March 6, 2025

Yeutter Institute experts explain trade impacts on Nebraska ag producers

A red combine harvests soybean plants.
Craig Chandler | University Communication and Marketing

Craig Chandler | University Communication and Marketing
New U.S. tariffs on goods from China, Mexico and Canada are expected to erode the export competitiveness of Nebraska’s ag sector and decrease its access to export markets due to trading partners’ retaliation, according to a new Yeutter Institute analysis.

As international trade issues receive growing attention, it is important for Nebraskans to understand the ramifications for the state’s ag sector and overall economy. The Clayton Yeutter Institute of International Trade and Finance is uniquely positioned to meet that need.

The institute, named after former U.S. Trade Representative Clayton Yeutter, stands out for its multidisciplinary approach encompassing agricultural economics, law, business and policy making.

Three of the institute’s faculty chairs have written a report examining the economic ramifications and legal background for U.S. tariffs recently imposed on China, Mexico and Canada. 

Those U.S. trade actions are separate from the administration’s recently announced intention to study and later impose “reciprocal tariffs” on individual countries, depending on their level of tariffs and non-tariff barriers. 

“The administration is signaling that it intends to make trade policy an ongoing, high-profile part of its agenda, connected to overall economic policy,” the institute said. “Decisions will impact businesses, farmers, consumers, the economy and the trading system.”

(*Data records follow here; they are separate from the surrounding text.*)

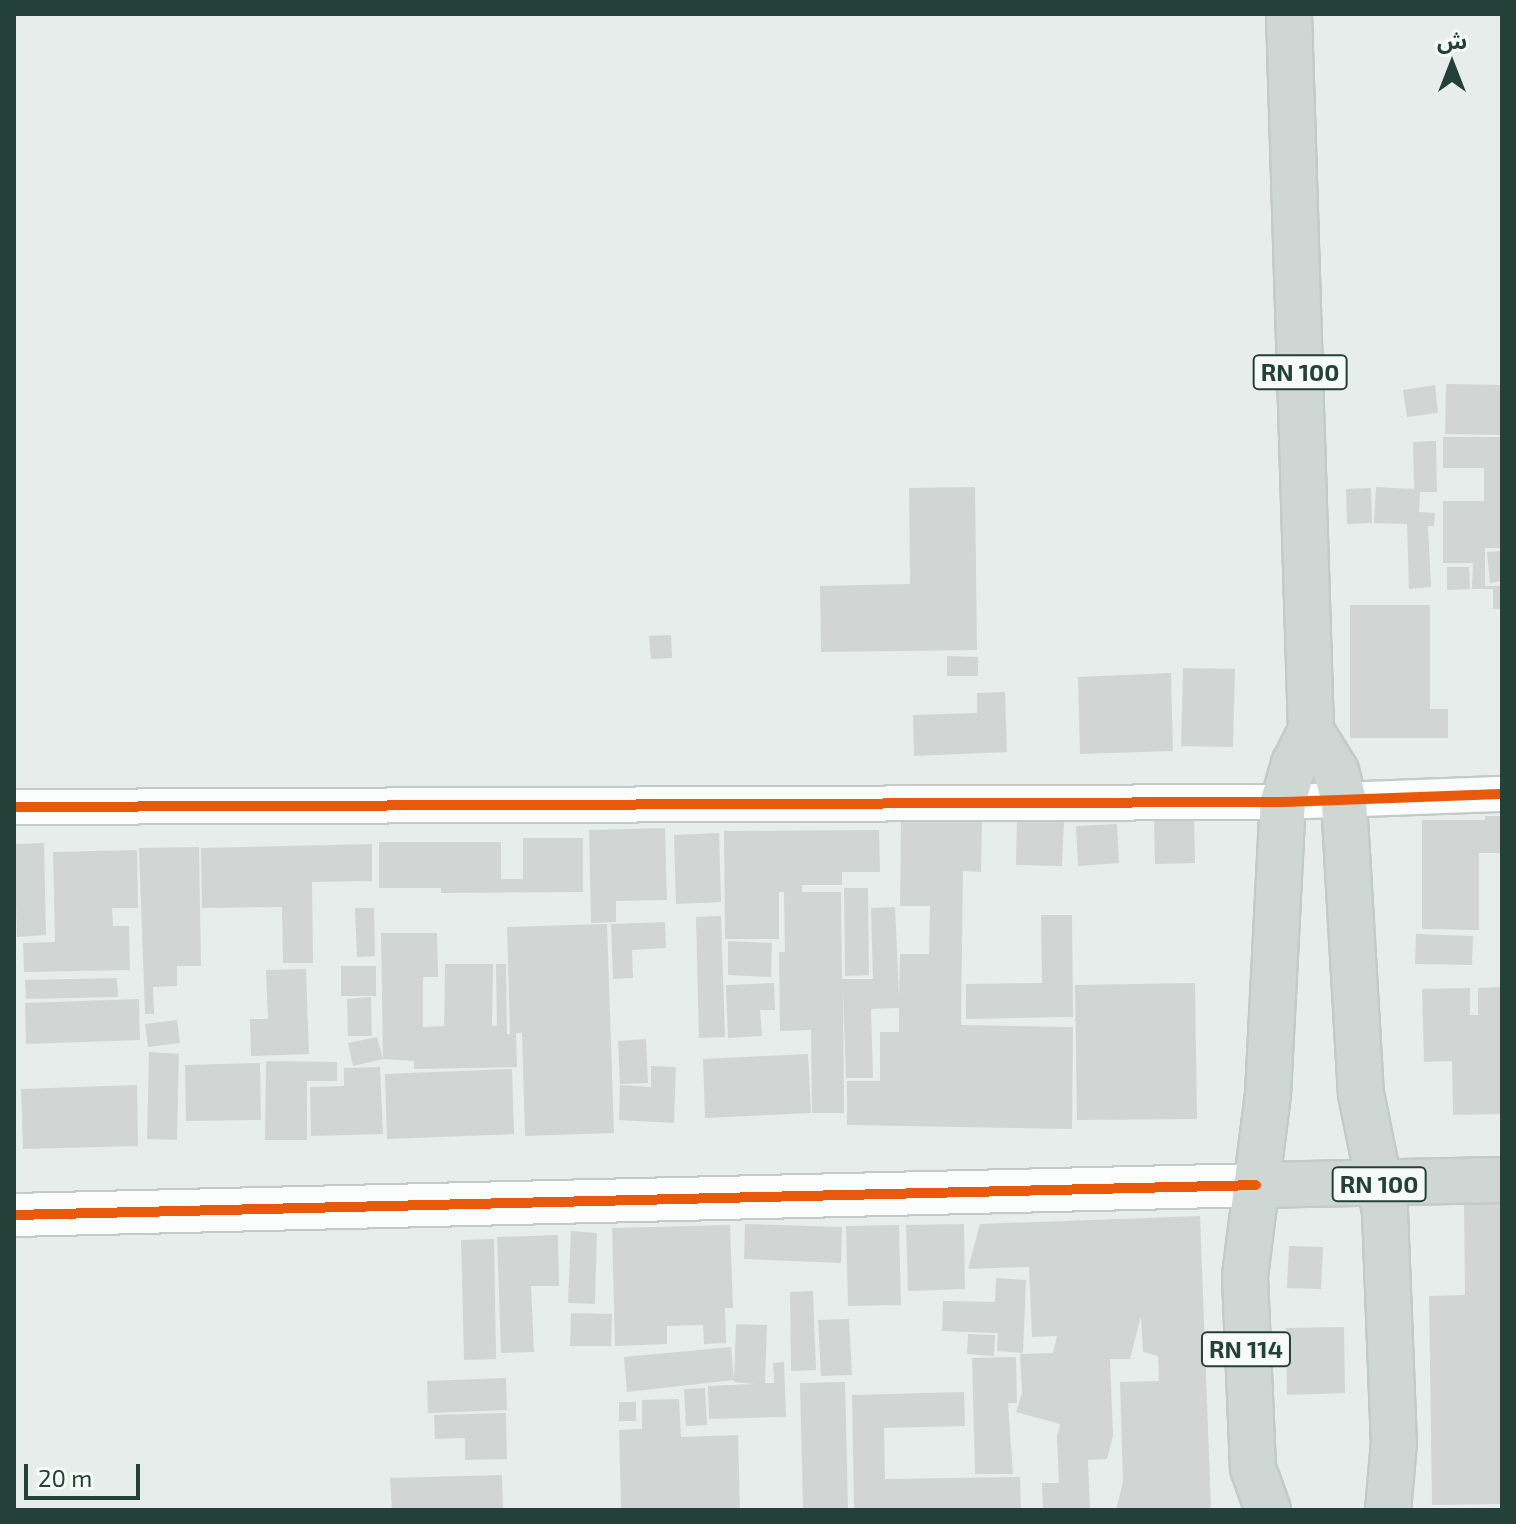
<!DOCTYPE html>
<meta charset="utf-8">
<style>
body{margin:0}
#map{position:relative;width:1516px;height:1524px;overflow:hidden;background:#e7edea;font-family:"Exo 2","Noto Sans Arabic",sans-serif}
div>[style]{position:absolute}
.building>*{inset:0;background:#d1d6d4}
.roads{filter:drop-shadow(2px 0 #c4cac7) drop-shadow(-2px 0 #c4cac7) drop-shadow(0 2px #c4cac7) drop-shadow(0 -2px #c4cac7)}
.minor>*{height:34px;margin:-17px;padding:0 17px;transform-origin:17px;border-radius:17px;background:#fbfcfc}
.tertiary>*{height:42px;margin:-21px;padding:0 21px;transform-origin:21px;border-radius:21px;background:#fbfcfc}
.primary>*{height:44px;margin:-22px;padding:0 22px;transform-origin:22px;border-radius:22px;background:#cfd7d5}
.cycleway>*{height:10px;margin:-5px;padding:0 5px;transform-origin:5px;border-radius:5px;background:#e8590c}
span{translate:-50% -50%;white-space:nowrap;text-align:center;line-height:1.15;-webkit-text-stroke:7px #f6fbf8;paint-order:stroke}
.shield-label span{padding:2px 6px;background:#f6fbf8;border:2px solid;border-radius:6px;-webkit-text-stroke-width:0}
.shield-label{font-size:24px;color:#244139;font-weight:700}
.frame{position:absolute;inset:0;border:16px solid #244139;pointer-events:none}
.north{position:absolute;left:1412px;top:24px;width:80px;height:80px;-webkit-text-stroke:6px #f6fbf8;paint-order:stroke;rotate:0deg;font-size:22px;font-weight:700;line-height:32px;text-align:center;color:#244139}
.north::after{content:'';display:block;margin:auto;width:28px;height:36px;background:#244139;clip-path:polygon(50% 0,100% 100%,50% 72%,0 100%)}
.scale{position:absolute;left:24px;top:1464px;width:116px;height:36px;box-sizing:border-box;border:4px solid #244139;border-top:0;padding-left:10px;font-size:24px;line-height:28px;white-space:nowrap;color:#244139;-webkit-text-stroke:6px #f6fbf8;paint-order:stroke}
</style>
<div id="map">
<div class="building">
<div style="clip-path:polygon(1446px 384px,1502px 385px,1502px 435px,1445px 434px)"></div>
<div style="clip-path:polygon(1435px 385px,1438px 413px,1407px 417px,1403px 390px)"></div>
<div style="clip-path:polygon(1443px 437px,1502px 437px,1502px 548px,1485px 548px,1485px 586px,1502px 586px,1502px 609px,1493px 609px,1493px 589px,1472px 589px,1473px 563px,1443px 563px,1443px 501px,1484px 501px,1484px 468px,1443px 468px)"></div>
<div style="clip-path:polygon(1436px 441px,1437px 492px,1420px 492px,1419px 512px,1435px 513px,1434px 526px,1428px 526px,1431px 587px,1409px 589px,1407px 524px,1374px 523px,1376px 487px,1414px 489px,1413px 442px)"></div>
<div style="clip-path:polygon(975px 487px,977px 650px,821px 652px,820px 586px,910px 584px,909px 488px)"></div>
<div style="clip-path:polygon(1371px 488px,1372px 523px,1347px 524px,1346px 489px)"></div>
<div style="clip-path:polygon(1502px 551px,1502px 581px,1490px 583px,1487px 552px)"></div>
<div style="clip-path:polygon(1447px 567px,1469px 567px,1470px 589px,1447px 590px)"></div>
<div style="clip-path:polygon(1350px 605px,1430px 605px,1430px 709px,1448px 709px,1448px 738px,1350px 738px)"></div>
<div style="clip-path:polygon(671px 635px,672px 658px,651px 659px,649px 636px)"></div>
<div style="clip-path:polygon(947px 656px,978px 657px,978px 676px,947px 676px)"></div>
<div style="clip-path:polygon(1183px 668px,1235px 669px,1233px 747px,1181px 746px)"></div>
<div style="clip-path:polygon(1171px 673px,1173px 751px,1080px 754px,1078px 677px)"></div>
<div style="clip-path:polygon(1005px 692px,1007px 752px,914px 756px,913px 715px,977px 713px,977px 693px)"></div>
<div style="clip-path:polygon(1194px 816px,1195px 863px,1155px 864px,1154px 817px)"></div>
<div style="clip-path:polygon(1485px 816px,1502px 816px,1502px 853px,1479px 853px,1479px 930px,1422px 929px,1422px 820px,1485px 820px)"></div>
<div style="clip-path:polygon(901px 818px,982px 819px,981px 872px,963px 871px,961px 1025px,1073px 1027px,1072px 1129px,847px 1125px,847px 1081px,880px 1081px,880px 1032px,899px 1032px,899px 1008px,871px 1009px,873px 1078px,846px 1078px,843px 990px,844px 1113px,812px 1113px,811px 1030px,780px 1031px,779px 952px,785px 952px,784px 892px,779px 892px,779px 939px,725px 939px,724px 831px,879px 830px,880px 872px,842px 872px,842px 885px,802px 885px,802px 892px,841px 892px,842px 979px,873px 979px,871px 908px,895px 907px,899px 997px,900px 954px,929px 954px,930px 906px,900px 906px)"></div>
<div style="clip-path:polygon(1017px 819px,1064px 820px,1062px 866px,1016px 865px)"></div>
<div style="clip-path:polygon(1117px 824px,1119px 863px,1078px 866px,1076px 826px)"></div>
<div style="clip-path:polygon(665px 828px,667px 900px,616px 901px,616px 922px,591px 923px,589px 830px)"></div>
<div style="clip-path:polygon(719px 833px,721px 902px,676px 904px,674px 835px)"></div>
<div style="clip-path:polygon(523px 838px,583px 838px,583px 892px,441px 893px,441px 888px,379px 888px,379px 842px,501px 842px,501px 879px,523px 879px)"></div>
<div style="clip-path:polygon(44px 843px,46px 935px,17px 937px,14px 844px)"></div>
<div style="clip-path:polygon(372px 844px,372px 881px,312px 882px,313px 963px,283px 963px,282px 907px,202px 908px,201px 848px)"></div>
<div style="clip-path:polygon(199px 847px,201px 966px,177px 966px,177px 986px,153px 987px,154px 1014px,145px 1014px,139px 848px)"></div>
<div style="clip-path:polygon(137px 850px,138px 908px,112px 908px,113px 926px,129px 926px,130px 970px,24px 972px,23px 943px,55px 942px,53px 852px)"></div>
<div style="clip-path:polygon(844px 888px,868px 888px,869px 975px,845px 976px)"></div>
<div style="clip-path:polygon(355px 908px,374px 908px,375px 956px,357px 957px)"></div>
<div style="clip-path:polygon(1041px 915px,1072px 915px,1073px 1017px,966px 1019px,966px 984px,1042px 983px)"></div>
<div style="clip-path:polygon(721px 916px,725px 1037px,699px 1038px,696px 917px)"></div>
<div style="clip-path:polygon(665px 922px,666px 948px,632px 950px,633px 978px,613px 979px,611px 924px)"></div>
<div style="clip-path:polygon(607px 924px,614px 1133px,525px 1136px,522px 1033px,516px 1033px,517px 1067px,414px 1069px,414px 1061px,383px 1059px,353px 1066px,348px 1043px,377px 1037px,383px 1059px,381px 933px,437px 933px,438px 977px,423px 977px,423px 1027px,444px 1026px,445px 964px,493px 964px,492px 1026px,497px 1026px,496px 964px,506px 964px,507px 1034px,510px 1034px,507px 927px)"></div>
<div style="clip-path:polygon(1416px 934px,1473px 936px,1472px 965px,1415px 964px)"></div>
<div style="clip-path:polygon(728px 941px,772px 943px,771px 977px,728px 975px)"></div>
<div style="clip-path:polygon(341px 966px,376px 966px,376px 996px,341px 996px)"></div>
<div style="clip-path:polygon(306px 969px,309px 1054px,251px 1056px,250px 1019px,268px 1019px,266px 970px)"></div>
<div style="clip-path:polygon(117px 978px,118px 997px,26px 999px,25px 980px)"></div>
<div style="clip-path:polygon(774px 983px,775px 1010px,760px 1010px,762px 1036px,728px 1038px,726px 985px)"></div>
<div style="clip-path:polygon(1195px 983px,1197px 1119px,1077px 1120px,1075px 985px)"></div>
<div style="clip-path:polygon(1500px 987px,1502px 1114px,1453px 1115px,1452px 1061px,1424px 1062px,1422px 989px,1470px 988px,1470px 1015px,1478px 1015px,1478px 988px)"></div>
<div style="clip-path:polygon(371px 997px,372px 1036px,348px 1036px,347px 999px)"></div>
<div style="clip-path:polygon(139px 999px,140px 1040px,26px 1044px,25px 1003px)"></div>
<div style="clip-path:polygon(177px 1020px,180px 1043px,148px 1047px,145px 1024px)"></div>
<div style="clip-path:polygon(646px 1039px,648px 1083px,620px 1084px,618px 1041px)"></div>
<div style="clip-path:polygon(149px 1052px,179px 1054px,177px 1140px,147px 1139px)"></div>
<div style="clip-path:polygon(808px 1054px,811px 1113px,705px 1118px,703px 1059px)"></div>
<div style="clip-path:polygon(266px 1061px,337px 1062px,337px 1081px,307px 1081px,307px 1140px,265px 1140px)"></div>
<div style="clip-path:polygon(260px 1063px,261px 1120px,186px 1121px,185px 1065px)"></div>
<div style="clip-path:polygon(651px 1066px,676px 1067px,674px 1123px,619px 1120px,620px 1085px,651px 1087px)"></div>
<div style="clip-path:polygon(380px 1067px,383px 1134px,311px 1136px,310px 1087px,344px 1086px,344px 1068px)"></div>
<div style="clip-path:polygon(512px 1069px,514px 1134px,387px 1139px,385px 1074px)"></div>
<div style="clip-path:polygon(137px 1085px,138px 1146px,23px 1149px,21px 1089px)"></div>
<div style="clip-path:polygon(1502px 1202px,1502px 1504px,1432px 1505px,1429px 1296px,1465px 1295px,1464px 1203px)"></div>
<div style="clip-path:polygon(1200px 1216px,1211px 1508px,1116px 1510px,1123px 1482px,1120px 1382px,1159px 1381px,1158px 1356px,1143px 1352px,1141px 1316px,1130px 1359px,1110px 1359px,1113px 1436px,1107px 1459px,1088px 1460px,1090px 1510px,1043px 1510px,1042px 1483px,1059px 1483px,1057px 1436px,1060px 1424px,1016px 1412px,1022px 1393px,1020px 1354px,1053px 1353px,1057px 1336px,1032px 1337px,1029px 1267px,968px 1269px,980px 1224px)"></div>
<div style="clip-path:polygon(745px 1224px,842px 1227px,841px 1263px,744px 1259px)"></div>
<div style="clip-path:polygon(964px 1224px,965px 1289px,908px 1291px,906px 1225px)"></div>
<div style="clip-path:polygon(730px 1225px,733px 1308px,725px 1308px,726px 1343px,704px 1344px,703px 1325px,667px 1326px,667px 1344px,615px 1346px,612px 1228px)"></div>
<div style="clip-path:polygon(899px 1225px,901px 1305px,848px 1306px,846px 1226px)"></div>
<div style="clip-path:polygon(571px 1231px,597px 1233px,595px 1304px,568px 1303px)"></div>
<div style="clip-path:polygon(558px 1235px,559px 1286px,531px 1286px,534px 1352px,501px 1353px,497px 1237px)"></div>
<div style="clip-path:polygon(494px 1239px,496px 1359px,464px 1360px,461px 1240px)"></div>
<div style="clip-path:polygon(1289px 1246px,1323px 1247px,1321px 1289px,1287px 1288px)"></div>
<div style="clip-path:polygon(996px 1278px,1026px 1280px,1023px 1353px,997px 1351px,998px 1333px,942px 1331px,943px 1301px,995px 1302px)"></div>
<div style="clip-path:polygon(813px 1291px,816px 1370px,791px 1371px,790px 1292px)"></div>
<div style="clip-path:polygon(571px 1313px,612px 1314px,611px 1346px,570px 1346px)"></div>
<div style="clip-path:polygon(849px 1319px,852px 1375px,821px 1376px,818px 1320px)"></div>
<div style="clip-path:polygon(736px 1324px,767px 1325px,765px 1383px,774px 1383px,773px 1363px,784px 1362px,786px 1417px,709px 1419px,708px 1386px,755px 1384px,734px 1382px)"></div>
<div style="clip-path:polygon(1344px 1327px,1345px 1393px,1287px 1395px,1286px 1328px)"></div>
<div style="clip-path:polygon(968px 1334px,995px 1335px,994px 1356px,967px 1354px)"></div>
<div style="clip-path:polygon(731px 1347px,734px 1380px,627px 1392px,624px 1357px)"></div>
<div style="clip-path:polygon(1016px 1357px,1017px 1403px,1008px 1403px,1013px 1474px,975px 1474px,972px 1358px)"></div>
<div style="clip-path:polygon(506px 1378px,507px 1410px,428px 1413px,427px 1381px)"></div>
<div style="clip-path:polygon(845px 1382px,848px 1510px,803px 1510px,800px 1383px)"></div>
<div style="clip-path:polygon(705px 1388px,707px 1425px,686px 1426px,684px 1389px)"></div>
<div style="clip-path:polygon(964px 1392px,965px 1426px,884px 1428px,885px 1479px,1020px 1477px,1021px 1510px,854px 1510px,852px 1395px)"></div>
<div style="clip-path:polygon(679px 1399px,681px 1437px,738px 1435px,740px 1510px,621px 1510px,619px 1430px,642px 1429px,642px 1400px)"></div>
<div style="clip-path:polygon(619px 1402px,636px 1402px,636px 1421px,619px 1421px)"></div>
<div style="clip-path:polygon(506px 1413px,507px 1459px,465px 1460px,465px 1438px,435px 1439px,434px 1415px)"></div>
<div style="clip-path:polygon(502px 1475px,503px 1510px,392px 1510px,390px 1478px)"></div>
</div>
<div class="roads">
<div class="minor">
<div style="left:14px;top:807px;width:1269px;rotate:-0.23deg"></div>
<div style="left:1283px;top:802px;width:219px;rotate:-2.1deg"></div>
</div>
<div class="tertiary">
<div style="left:14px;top:1215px;width:1242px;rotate:-1.38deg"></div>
</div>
<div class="primary">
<div style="left:1311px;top:731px;width:47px;rotate:58deg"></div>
<div style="left:1336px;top:771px;width:31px;rotate:75deg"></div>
<div style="left:1344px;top:801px;width:293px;rotate:86.7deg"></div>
<div style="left:1361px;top:1094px;width:120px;rotate:78.5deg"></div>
<div style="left:1385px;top:1212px;width:230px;rotate:87.8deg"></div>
<div style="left:1394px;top:1442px;width:68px;rotate:95deg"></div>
<div style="left:1256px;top:1185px;width:246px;rotate:-1.2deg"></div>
<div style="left:1268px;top:1510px;width:45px;rotate:-109.7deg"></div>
<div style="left:1253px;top:1468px;width:192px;rotate:-92.4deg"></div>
<div style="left:1245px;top:1276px;width:183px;rotate:-82.8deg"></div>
<div style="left:1268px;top:1094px;width:292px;rotate:-87.1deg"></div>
<div style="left:1283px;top:802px;width:40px;rotate:-74deg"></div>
<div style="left:1294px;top:764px;width:37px;rotate:-63deg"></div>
<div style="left:1311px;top:731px;width:717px;rotate:-91.76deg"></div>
</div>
</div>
<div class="cycleway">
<div style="left:14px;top:807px;width:1269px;rotate:-0.23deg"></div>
<div style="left:1283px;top:802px;width:219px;rotate:-2.1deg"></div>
<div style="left:14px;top:1215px;width:1242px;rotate:-1.38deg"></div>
</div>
<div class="shield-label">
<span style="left:1300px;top:372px">RN 100</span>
<span style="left:1379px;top:1184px">RN 100</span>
<span style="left:1246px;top:1349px">RN 114</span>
</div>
<div class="frame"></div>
<div class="north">ش</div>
<div class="scale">20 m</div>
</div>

Understanding the multiple issues involved in the administration’s trade actions “requires legal, economic and diplomatic lenses — an approach that defines the Yeutter Institute,” the report said. 

The new U.S. tariffs on goods from China, Mexico and Canada can be expected to erode the export competitiveness of Nebraska’s ag sector and decrease its access to export markets due to trading partners’ retaliation, the Yeutter analysis found. 

Increased U.S. tariffs on crude oil imports from Canada and Mexico, for example, would increase the cost of all refined fossil fuel products in the U.S., wrote John Beghin, Mike Yanney Yeutter Institute Chair and professor of agricultural economics. New U.S. tariffs would also affect fertilizer prices, since the U.S. imports most of its potash from Canada. 

The tariff on China imposed Feb. 4 by the administration is likely to produce a negative economic impact on the U.S. larger than that during the 2018 U.S.-China trade war, wrote Edward Balistreri, Duane Acklie Yeutter Institute Chair and professor of economics. The new U.S. tariff action not only broadens the set of Chinese goods subject to the trade tax, but has triggered China’s trade retaliation on U.S. energy goods, motor vehicles and agricultural equipment.

The Trump administration is breaking new legal ground by basing the new tariffs on a 1977 law, the International Emergency Economic Powers Act, not used previously for tariff justification, wrote Matthew Schaefer, Clayton Yeutter Chair and professor at the University of Nebraska College of Law. 

As a result, any legal challenges are likely to face an uphill climb, since U.S. courts have traditionally given very wide latitude to presidential actions under the 1977 law, Schaefer wrote. 

Nebraska’s economic well-being is closely connected to the global marketplace. The state ranks fifth as an agricultural exporting state, with $10 billion in sales abroad in 2022. Overseas sales account for about 30% of the state’s total agricultural receipts, according to the Nebraska Farm Bureau. More than half of the state's soybean crop is sold outside the U.S. 

The institute’s interdisciplinary approach stems from the experience of Clayton Yeutter (1930-2017), a Eustis, Nebraska, native, for whom the institute is named. He earned three degrees from the university: a Bachelor of Science, law degree and doctoral degree in agricultural economics. His career encompassed the private sector, as president of the Chicago Mercantile Exchange, as well as agricultural economics and government service as U.S. secretary of agriculture and U.S. trade representative.

The institute is part of the university’s Institute of Agriculture and Natural Resources.